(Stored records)
○ ○ ○
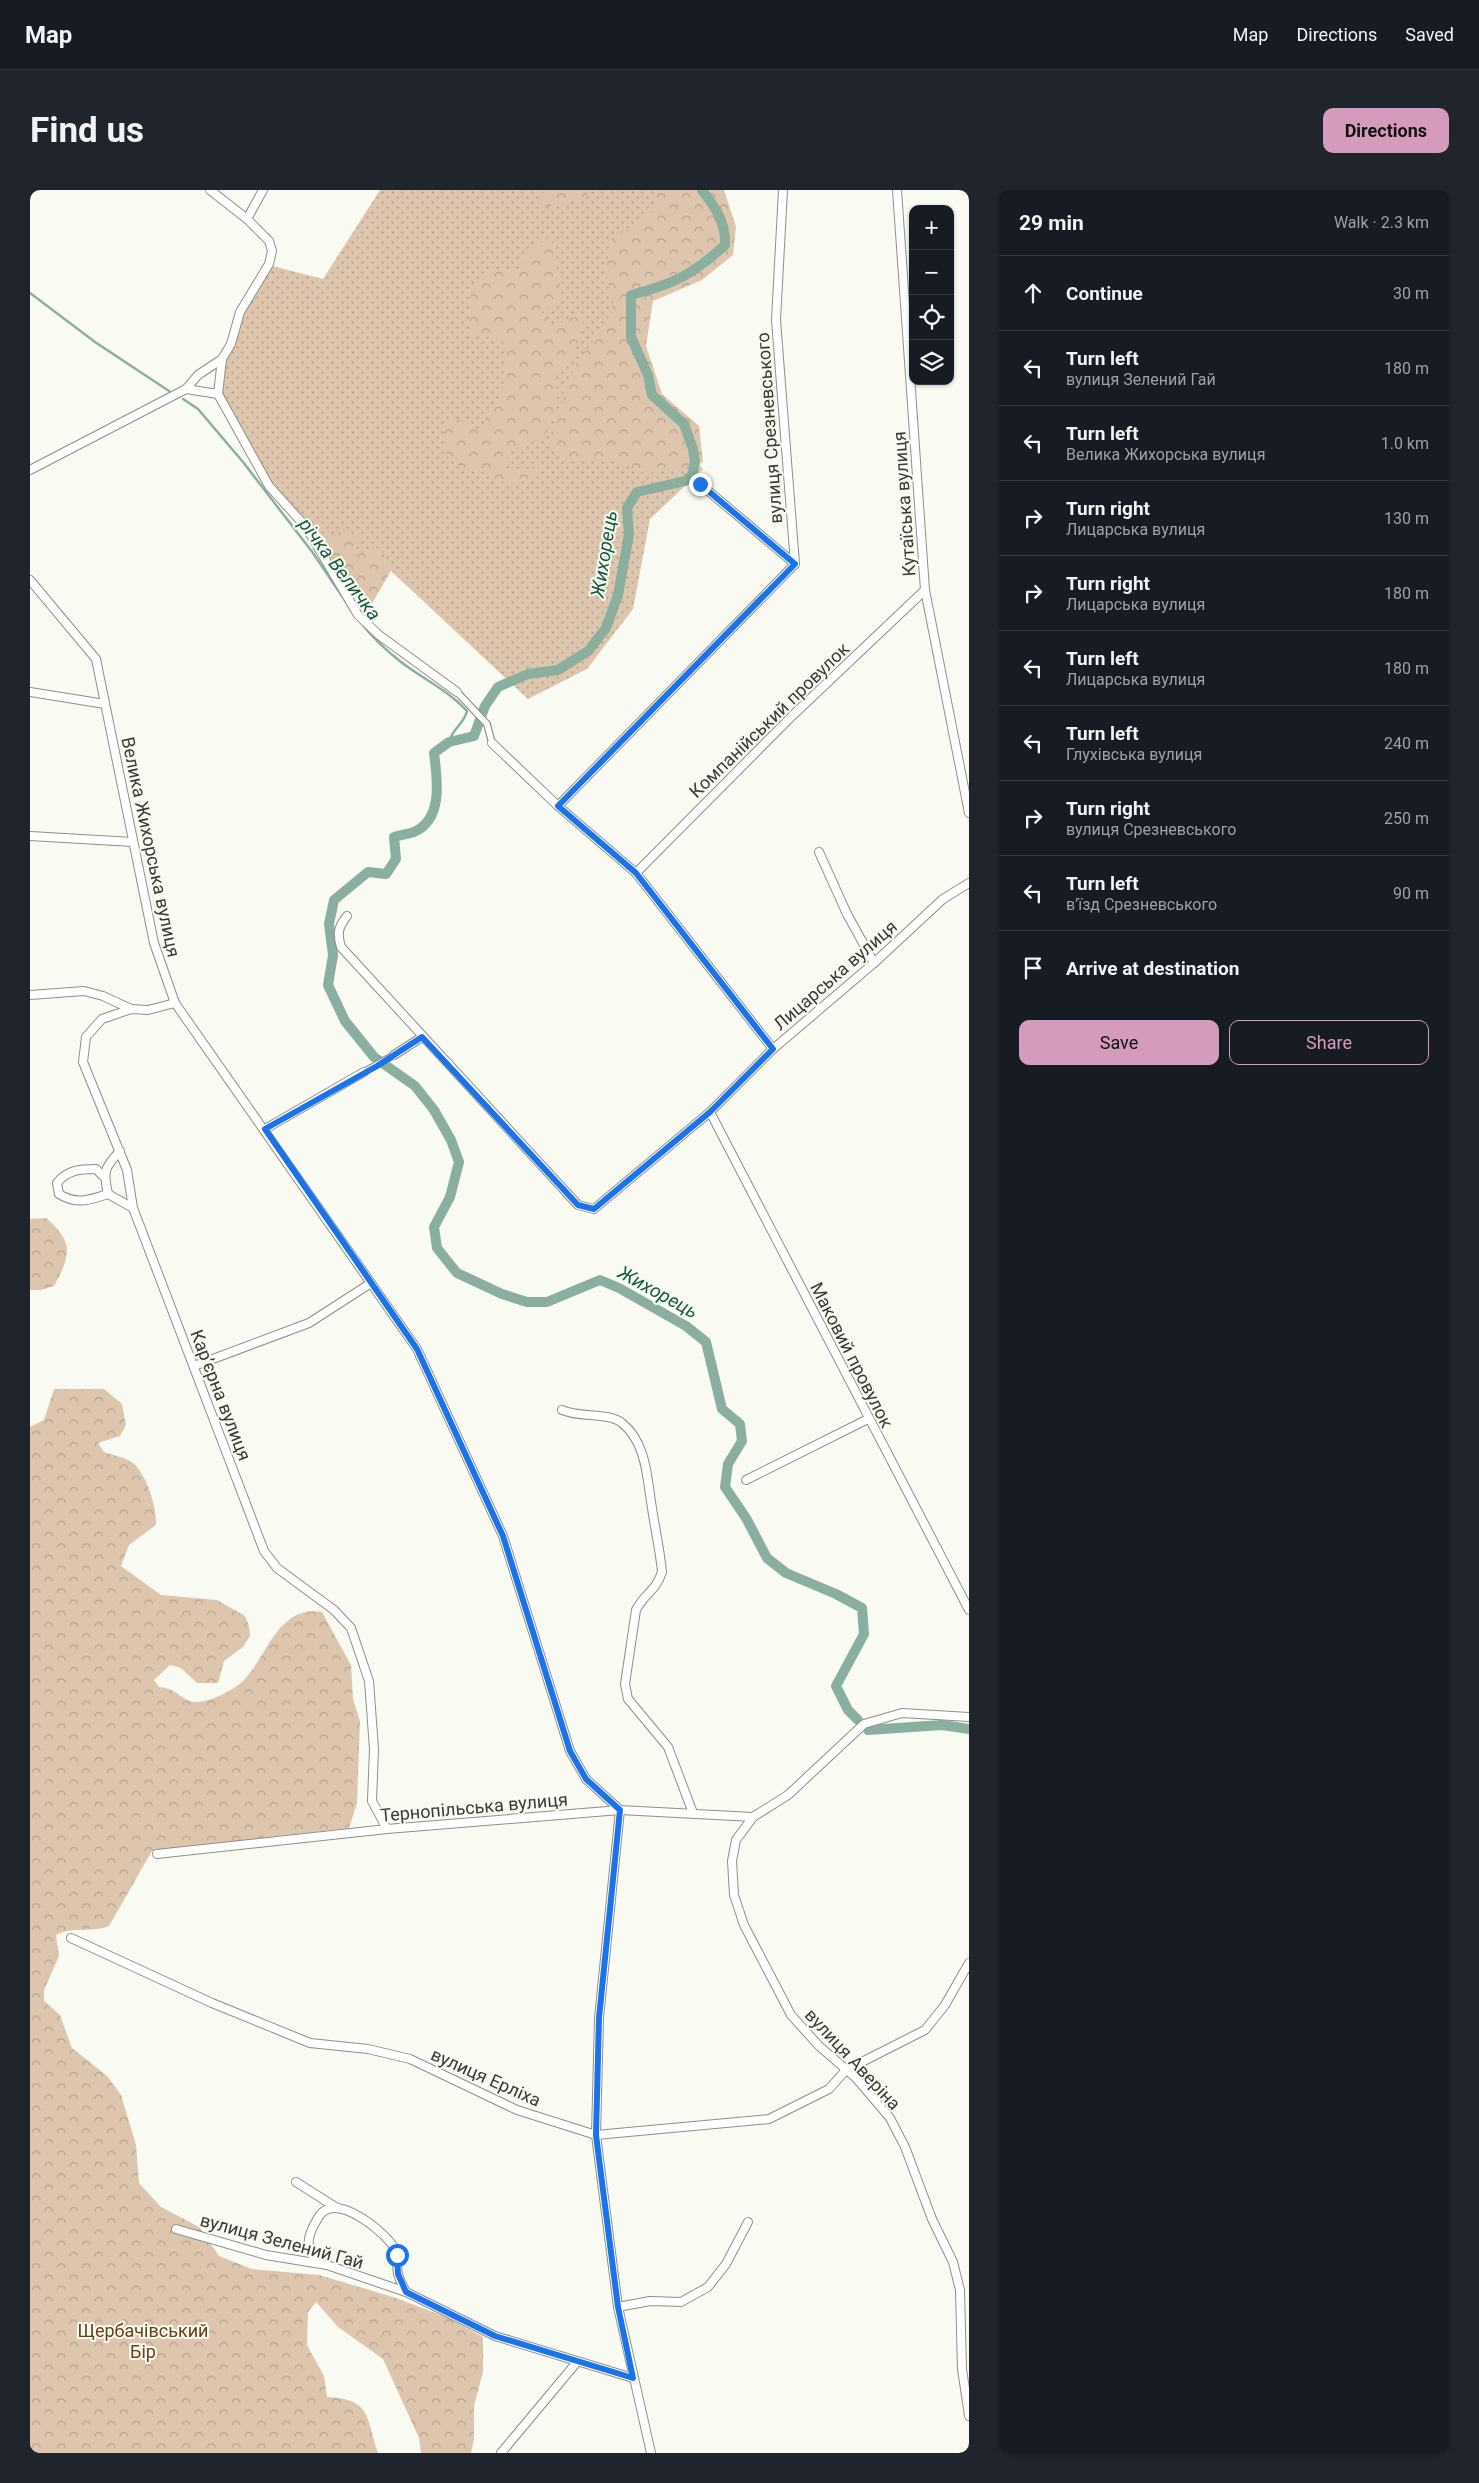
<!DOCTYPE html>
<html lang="en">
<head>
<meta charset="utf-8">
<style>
	:root { --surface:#171b24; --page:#20242c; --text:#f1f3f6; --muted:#9ea1a6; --line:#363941; --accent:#d49bbd }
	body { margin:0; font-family:Roboto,sans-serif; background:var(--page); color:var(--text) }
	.controls { position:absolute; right:15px; top:15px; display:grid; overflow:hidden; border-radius:10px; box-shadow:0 1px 4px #0004 }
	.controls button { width:45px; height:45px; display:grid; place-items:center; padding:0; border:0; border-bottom:1px solid var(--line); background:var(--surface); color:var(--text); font:25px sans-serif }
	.stop { position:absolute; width:15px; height:15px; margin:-11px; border:4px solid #1a73e8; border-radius:50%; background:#fff }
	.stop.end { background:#1a73e8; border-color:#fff; box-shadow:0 1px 5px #0008 }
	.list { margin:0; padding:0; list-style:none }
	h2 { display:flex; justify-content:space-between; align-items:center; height:65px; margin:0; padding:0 20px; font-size:21px }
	h2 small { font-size:16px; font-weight:400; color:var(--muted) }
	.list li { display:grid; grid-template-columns:32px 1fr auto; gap:15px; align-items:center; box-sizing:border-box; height:75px; padding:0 20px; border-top:1px solid var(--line) }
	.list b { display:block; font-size:19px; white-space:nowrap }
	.list p { margin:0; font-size:16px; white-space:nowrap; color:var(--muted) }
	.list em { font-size:16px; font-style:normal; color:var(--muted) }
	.actions { display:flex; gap:10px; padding:15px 20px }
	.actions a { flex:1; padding:11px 0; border:1px solid var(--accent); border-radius:10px; text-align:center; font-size:18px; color:var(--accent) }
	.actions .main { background:var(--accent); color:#111 }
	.icon { flex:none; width:28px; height:28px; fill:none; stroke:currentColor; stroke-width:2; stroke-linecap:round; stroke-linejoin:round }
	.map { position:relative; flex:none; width:939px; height:2263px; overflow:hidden; border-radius:10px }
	header { display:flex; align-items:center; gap:30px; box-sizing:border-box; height:70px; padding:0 25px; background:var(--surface); border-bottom:1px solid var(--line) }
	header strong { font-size:24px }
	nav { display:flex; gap:28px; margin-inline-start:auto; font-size:18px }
	.intro { display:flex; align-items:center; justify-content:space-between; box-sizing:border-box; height:120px; padding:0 30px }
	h1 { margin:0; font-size:35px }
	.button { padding:12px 22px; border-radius:10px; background:var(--accent); color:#111; font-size:18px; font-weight:700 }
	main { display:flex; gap:30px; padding:0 30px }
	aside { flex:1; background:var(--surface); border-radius:10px; box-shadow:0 1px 4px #0004 }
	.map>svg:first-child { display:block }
</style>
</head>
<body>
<header>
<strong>Map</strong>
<nav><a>Map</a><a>Directions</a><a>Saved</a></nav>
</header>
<div class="intro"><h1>Find us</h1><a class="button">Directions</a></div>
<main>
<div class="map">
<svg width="939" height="2263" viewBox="0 0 939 2263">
	<defs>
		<pattern id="grass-dots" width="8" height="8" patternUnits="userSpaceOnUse" patternTransform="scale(1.25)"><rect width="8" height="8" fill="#dec6ae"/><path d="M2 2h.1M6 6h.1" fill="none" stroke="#b5a28e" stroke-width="1.8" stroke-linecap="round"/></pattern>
		<pattern id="forest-crowns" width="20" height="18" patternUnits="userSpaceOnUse" patternTransform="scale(1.25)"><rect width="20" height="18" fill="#dec6ae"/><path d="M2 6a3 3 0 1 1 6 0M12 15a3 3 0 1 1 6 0" fill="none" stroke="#b5a28e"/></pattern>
	</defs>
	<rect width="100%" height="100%" fill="#f9fbf2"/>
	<path fill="url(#grass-dots)" d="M350,0H635L581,170L673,279L620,329L603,419L557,479L498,509L361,381L312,362L274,331L239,296L191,209L192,169L205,139L242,76L293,89Z"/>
	<g fill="url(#forest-crowns)">
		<path d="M513,0H564C542,17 531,10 509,20Z"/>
		<path d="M624,0H694L706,37L703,65L672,90L623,111L616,156L632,204L669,236L673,272L645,280L615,283L577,269L557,272L528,266L518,253L547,170L561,155L582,122L583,111L576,84L580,50L609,33L626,19Z"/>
		<path d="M521,46L530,95V117L509,119L525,137L538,129L555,124L545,162L526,188L527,210L516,247L480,261L475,277L482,281L509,276L501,288L486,293L471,292L452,282L436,280L418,268L413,240L424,227L448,241L471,207L475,181L473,149L440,145C439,120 435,91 463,81C470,79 480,80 487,80L498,63Z"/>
		<path d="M315,341L330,348L325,359L327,364L348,358L356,366L361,381L341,415L331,417L320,391L310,389L292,358L299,344Z"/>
		<path d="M16,1028C44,1052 41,1065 24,1096L11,1100H0V1029Z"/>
		<path d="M24,1199H74L92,1214L96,1235L90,1246L68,1253L74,1262C82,1265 97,1268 103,1273C117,1285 127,1318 126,1335L99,1355L91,1376L131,1405L187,1410L215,1426L219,1436L220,1446L213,1457L194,1471L188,1493H167L151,1478L140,1475L124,1490L129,1497C146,1497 152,1512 166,1512C181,1512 204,1500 214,1490C238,1465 248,1415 292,1422L321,1475L323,1509L330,1531L327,1613L319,1638L122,1661L79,1736C62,1743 43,1736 26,1745L29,1766L14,1800V1811L30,1825L42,1858L77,1886L91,1905L106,1955L109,1993L131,2017L169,2037L189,2066L222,2079L289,2085L366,2108L416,2127L453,2147V2182L444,2216V2249L441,2263H391L389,2248L353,2169L308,2137L286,2112L278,2122L277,2155L294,2186L297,2207C341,2209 336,2226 348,2263H0V1237L14,1230Z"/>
	</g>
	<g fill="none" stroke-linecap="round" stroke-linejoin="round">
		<g stroke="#8aaf9f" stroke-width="2.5">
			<path d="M0,103L65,152L139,201"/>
			<path d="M153,209L168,219L213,272L283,363L320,418"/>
			<path d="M332,434C343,448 357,461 371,472C393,489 418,500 437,521C434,534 422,539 419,552"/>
		</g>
		<g stroke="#8aaf9f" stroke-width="10">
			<path d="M672,0C685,17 696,32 695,55C662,85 644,94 601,105V147L618,185L622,205L654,234L663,259L665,272L662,285L655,291L607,302L597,318L599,344L588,405L576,438L558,461L528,480L498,484L468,497L455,516L444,546L419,552L404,563C407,588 414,629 384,642C378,644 371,645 364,647L366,669L356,684L338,682L304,710L299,734L303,765L298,795L315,831L344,867L385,896L404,920L421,950L429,972L420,1007L404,1037L407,1058L427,1083L472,1104L497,1112H517L570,1090L589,1098L656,1136L676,1152L692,1219L710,1234L712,1251L698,1274L695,1297L716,1328L737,1368L756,1383L806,1404L832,1418L834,1444L806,1496L818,1520L828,1530"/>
			<path d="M838,1540L912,1535L939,1539"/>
		</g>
		<g stroke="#8e9087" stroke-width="8">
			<g id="pedestrian">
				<path d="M427,502L457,534L462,553"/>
				<path d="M334,882L364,865"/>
			</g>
		</g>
		<g stroke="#8e9087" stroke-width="10">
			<g id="minor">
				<path d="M867,0L895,400L939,623"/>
				<path d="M217,29L233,0"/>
				<path d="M156,199L188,204L239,296L276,337L328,425L349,445L427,502"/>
				<path d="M188,204L192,169"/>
				<path d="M0,280L156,199L168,185L192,169L201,154L210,122L239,74L242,61L239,51L217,29L180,0"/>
				<path d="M670,294L765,374"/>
				<path d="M0,390L66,469L124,753L145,813L387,1159L473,1346L540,1561L556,1589L590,1620L569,1828L566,1945L588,2117L621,2263"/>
				<path d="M0,502L75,514"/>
				<path d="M462,553L528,616L606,683L743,859"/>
				<path d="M528,616L765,374L746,130L753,0"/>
				<path d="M0,646L103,652"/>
				<path d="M789,662L817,724L844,773"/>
				<path d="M606,683L762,526L895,400"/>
				<path d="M317,726C308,737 307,744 311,757L548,1015L564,1019L680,922L743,859L844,773L913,709L939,693"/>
				<path d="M0,805L54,801L73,806L101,819"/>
				<path d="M145,813L118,820L101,819L72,829L56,847L53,872L97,980L103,1018L234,1361L247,1378L304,1420L321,1438L339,1491L344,1559L342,1611L357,1639"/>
				<path d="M364,865L392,847"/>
				<path d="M680,922L939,1420"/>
				<path d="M235,939L334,882"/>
				<path d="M74,987L66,979C50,979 37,980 27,993L29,1004C46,1015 60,1010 78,1004L103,1018"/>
				<path d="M78,1004C73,981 74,978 90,961"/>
				<path d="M164,1176L279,1133L341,1093"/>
				<path d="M532,1220C549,1228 579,1222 592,1233C617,1253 617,1289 622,1318C625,1339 630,1360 632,1382C626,1401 614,1404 606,1420L595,1494L598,1509L638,1557L663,1623"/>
				<path d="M716,1290L838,1229"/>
				<path d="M723,1627L706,1650L702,1671L704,1705L714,1735L761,1825L789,1856L826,1888L860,1928L875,1957L902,2029L923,2072L930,2100L932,2179L939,2226"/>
				<path d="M127,1664L357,1639L590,1620L723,1627L758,1605L834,1534L872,1523L939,1527"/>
				<path d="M41,1748L182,1813L280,1853L338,1859L380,1869L487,1920L566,1945L739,1929L799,1899L816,1880L895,1840L915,1815L939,1773"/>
				<path d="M266,1992L307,2018"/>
				<path d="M146,2039L236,2065L297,2075L376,2102L465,2146L603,2188"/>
				<path d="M286,2073C278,2059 276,2051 283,2037C286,2032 289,2024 294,2021C313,2009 348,2038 360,2052C369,2061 366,2073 368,2084C370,2091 373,2097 376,2102"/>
				<path d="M588,2117L620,2111L651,2112L678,2097L696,2074L718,2032"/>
				<path d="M471,2263L547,2172"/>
			</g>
		</g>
		<use href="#pedestrian" stroke="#fff" stroke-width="5.5"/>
		<use href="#minor" stroke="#fff" stroke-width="8"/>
	</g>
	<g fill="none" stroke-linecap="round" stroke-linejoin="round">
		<path stroke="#1a73e8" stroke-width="6" d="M367,2065L368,2084L376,2102L465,2146L603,2188L588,2117L566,1945L569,1828L590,1620L556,1589L540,1561L473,1346L387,1159L235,939L347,876L392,847L548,1015L564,1019L680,922L743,859L606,683L528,616L765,374L670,294"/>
	</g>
	<g text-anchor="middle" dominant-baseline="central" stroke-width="4" stroke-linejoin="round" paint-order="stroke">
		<g font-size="18" fill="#3a3a37" stroke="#f9fbf2">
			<text transform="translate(739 238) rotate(-94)">вулиця Срезневського</text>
			<text transform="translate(874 314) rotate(-94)">Кутаїська вулиця</text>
			<text transform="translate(739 530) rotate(-44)">Компанійський провулок</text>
			<text transform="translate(121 657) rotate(78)">Велика Жихорська вулиця</text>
			<text transform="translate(805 785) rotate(-41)">Лицарська вулиця</text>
			<text transform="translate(822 1165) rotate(63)">Маковий провулок</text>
			<text transform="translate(191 1205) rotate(69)">Кар’єрна вулиця</text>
			<text transform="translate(444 1617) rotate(-5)">Тернопільська вулиця</text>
			<text transform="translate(823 1869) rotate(47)">вулиця Аверіна</text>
			<text transform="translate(456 1887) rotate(24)">вулиця Ерліха</text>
			<text transform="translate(252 2051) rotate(15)">вулиця Зелений Гай</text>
		</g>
		<g font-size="18" fill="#644015" stroke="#f9fbf2">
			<text x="113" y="2140">Щербачівський<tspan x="113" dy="21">Бір</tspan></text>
		</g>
		<g font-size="19" font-style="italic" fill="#175b45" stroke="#f9fbf2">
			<text transform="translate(574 364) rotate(-81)">Жихорець</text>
			<text transform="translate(310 379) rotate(53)">річка Величка</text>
			<text transform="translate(628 1102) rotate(29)">Жихорець</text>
		</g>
	</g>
</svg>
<div class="controls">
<button>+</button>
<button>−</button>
<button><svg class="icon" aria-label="locate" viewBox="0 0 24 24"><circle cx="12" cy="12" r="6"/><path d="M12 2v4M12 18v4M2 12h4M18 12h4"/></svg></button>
<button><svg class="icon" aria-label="layers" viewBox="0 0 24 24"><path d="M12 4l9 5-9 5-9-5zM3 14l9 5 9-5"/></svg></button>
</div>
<div class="stop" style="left:367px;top:2065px"></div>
<div class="stop end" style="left:670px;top:294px"></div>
</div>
<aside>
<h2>29 min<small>Walk · 2.3 km</small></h2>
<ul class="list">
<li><svg class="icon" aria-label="ahead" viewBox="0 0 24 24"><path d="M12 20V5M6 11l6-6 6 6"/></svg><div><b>Continue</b></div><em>30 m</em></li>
<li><svg class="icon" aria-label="left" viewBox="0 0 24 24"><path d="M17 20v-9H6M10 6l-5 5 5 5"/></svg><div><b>Turn left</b><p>вулиця Зелений Гай</p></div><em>180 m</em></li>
<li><svg class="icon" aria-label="left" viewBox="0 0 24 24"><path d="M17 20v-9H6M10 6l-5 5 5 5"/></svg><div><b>Turn left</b><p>Велика Жихорська вулиця</p></div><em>1.0 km</em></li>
<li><svg class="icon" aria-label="right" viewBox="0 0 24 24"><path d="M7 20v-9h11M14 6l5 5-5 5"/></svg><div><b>Turn right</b><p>Лицарська вулиця</p></div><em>130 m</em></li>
<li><svg class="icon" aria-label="right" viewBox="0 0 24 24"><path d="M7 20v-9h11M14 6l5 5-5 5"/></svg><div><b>Turn right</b><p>Лицарська вулиця</p></div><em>180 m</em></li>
<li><svg class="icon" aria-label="left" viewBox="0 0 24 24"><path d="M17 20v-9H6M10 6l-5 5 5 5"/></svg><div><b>Turn left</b><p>Лицарська вулиця</p></div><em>180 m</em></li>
<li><svg class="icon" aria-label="left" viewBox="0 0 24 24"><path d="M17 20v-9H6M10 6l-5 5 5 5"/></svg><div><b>Turn left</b><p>Глухівська вулиця</p></div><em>240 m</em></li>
<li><svg class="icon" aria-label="right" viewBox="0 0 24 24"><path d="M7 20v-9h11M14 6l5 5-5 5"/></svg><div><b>Turn right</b><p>вулиця Срезневського</p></div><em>250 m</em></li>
<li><svg class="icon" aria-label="left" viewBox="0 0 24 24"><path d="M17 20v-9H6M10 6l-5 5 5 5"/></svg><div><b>Turn left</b><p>в’їзд Срезневського</p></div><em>90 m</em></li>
<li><svg class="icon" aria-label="arrive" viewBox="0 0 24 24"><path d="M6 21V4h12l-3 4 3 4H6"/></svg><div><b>Arrive at destination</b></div></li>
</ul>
<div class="actions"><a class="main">Save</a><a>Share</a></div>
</aside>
</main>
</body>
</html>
○ ○ ○
■ **Task details**
Lines that contain the word "controls": how many are there in the data? Give the number and nothing else.

■ **Expected answer**
3